Yes, It's That Good
BuzzGuy | Madison, WI, USA | 07/29/2009
(5 out of 5 stars)
"Fans of Sly Stone, Average White Band, Sade, and Swing Out Sister, to name a few, will all find something appealing about Simply Red's sophomore release, "Men And Women", originally released in 1987. After enjoying a worldwide smash and instant standard in the single "Holding Back The Years", the temptation to produce a clone had to be on the band's mind. That clone is "Maybe Someday...", but let's put that aside a moment.
Delightfully, the rest of the album finds the band confident, exploratory, and exuberant. Lyrically, Mick Hucknall has love on the mind. Specifically, the lustful kind. The working class Brit viewpoint, especially on matters of the heart, is still intact and at its zenith here. The band sounds incredible too. From horns, piano, synth, and hearty background vocal, these are just the right bandmates to match Hucknall's take-no-prisoners mood.

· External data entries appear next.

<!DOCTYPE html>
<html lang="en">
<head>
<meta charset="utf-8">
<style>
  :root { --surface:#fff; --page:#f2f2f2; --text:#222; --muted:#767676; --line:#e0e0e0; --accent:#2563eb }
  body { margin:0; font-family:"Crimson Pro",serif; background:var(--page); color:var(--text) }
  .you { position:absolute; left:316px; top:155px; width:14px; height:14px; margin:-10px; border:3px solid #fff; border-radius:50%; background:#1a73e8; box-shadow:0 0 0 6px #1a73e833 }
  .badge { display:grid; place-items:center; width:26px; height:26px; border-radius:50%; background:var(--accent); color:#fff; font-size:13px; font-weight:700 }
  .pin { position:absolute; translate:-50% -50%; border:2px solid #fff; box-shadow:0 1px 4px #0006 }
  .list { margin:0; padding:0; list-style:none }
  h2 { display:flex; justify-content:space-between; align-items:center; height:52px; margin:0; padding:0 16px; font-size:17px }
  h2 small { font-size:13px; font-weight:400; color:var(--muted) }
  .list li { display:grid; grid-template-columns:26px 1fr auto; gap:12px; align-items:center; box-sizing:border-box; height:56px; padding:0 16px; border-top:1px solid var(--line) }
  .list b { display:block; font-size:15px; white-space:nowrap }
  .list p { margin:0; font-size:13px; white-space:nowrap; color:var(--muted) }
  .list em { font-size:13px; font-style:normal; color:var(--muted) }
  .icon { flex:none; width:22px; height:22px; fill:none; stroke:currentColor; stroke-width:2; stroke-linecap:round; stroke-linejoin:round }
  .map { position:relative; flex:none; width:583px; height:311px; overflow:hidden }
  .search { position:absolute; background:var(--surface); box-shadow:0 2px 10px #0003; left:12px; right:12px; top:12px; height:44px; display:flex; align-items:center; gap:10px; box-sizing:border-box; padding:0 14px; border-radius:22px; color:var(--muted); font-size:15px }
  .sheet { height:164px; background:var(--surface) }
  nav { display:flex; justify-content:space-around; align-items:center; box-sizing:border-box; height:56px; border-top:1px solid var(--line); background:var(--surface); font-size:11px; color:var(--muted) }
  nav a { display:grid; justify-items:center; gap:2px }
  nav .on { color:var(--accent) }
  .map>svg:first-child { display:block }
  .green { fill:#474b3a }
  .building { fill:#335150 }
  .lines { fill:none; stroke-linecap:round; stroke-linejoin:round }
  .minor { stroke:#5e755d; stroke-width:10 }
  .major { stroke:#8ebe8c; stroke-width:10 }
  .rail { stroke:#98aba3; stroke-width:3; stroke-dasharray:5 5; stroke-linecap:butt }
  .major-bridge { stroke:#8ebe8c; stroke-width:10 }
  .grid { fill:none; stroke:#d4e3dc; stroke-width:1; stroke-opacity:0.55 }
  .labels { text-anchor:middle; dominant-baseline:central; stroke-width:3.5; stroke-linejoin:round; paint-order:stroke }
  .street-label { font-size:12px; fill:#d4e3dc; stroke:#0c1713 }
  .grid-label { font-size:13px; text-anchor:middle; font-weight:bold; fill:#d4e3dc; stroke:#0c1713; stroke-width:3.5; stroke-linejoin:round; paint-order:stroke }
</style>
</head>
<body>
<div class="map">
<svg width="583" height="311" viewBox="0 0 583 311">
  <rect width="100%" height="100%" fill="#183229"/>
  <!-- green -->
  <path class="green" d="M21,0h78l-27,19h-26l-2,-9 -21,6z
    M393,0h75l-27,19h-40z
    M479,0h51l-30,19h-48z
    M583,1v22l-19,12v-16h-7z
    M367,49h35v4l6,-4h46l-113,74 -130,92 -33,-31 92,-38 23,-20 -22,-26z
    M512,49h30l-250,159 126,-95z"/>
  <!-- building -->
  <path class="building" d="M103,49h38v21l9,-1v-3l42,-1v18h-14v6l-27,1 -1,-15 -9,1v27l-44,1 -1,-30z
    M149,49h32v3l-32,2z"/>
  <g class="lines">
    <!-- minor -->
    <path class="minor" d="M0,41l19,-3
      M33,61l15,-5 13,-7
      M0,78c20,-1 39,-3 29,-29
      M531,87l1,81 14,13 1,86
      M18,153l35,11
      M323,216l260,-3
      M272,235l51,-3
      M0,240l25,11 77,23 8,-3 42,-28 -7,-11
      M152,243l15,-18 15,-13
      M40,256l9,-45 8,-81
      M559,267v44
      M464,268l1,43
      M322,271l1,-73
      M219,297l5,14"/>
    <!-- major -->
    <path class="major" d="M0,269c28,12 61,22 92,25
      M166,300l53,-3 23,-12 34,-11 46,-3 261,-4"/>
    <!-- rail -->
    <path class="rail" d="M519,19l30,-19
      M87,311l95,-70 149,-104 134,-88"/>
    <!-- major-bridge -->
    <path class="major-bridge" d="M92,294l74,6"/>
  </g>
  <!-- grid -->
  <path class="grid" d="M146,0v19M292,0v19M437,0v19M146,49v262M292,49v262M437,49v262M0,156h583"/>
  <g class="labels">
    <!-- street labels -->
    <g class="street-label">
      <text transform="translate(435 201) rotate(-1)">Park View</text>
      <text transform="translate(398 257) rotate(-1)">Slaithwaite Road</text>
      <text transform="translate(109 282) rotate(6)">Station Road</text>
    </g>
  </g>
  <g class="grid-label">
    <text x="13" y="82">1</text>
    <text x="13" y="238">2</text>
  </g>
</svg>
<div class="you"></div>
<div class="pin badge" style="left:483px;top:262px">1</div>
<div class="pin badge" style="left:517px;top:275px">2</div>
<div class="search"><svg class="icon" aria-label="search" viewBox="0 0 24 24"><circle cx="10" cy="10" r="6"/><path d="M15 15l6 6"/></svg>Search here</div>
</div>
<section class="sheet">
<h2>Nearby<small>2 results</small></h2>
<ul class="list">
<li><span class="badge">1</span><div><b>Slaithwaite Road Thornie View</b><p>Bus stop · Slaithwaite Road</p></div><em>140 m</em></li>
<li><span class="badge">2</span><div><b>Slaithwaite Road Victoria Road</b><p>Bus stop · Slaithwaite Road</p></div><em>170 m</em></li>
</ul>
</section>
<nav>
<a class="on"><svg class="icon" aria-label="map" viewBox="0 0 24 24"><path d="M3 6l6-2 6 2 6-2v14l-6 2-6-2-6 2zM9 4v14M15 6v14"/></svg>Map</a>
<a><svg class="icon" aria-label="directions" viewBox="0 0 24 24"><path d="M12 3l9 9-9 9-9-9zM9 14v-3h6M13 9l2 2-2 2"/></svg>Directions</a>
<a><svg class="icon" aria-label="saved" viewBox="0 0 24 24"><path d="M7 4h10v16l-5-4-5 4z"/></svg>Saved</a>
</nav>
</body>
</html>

The songs : "The Right Thing", a fine eighties pop tune. "Infidelity", an ode to that cheating mood. "Let Me Have It All", hands-down funk exercise a la AWB and Sly. "Love Fire", touches elements of reggae and ska. "Move On Out" and "Shine", smooth soul with slinky minor chords.
The good news : there's not a dud in the bunch, and this import adds six more tracks to the original album.
The bad news : the US didn't take to "Men And Women" as this great work merited. "The Right Thing" scraped the top forty; the rest was virtually forgotten. It put Simply Red in the position of slicking it up way too far on their next release, "A New Flame". The reward was another #1 in the form of a tame Philly soul cover on a tame release.
Here, they weren't yet playing safe, the results are spectacular. I'm not big on giving anything 5 stars, but I have no reservations about how highly I recommend this to fans of true soul music."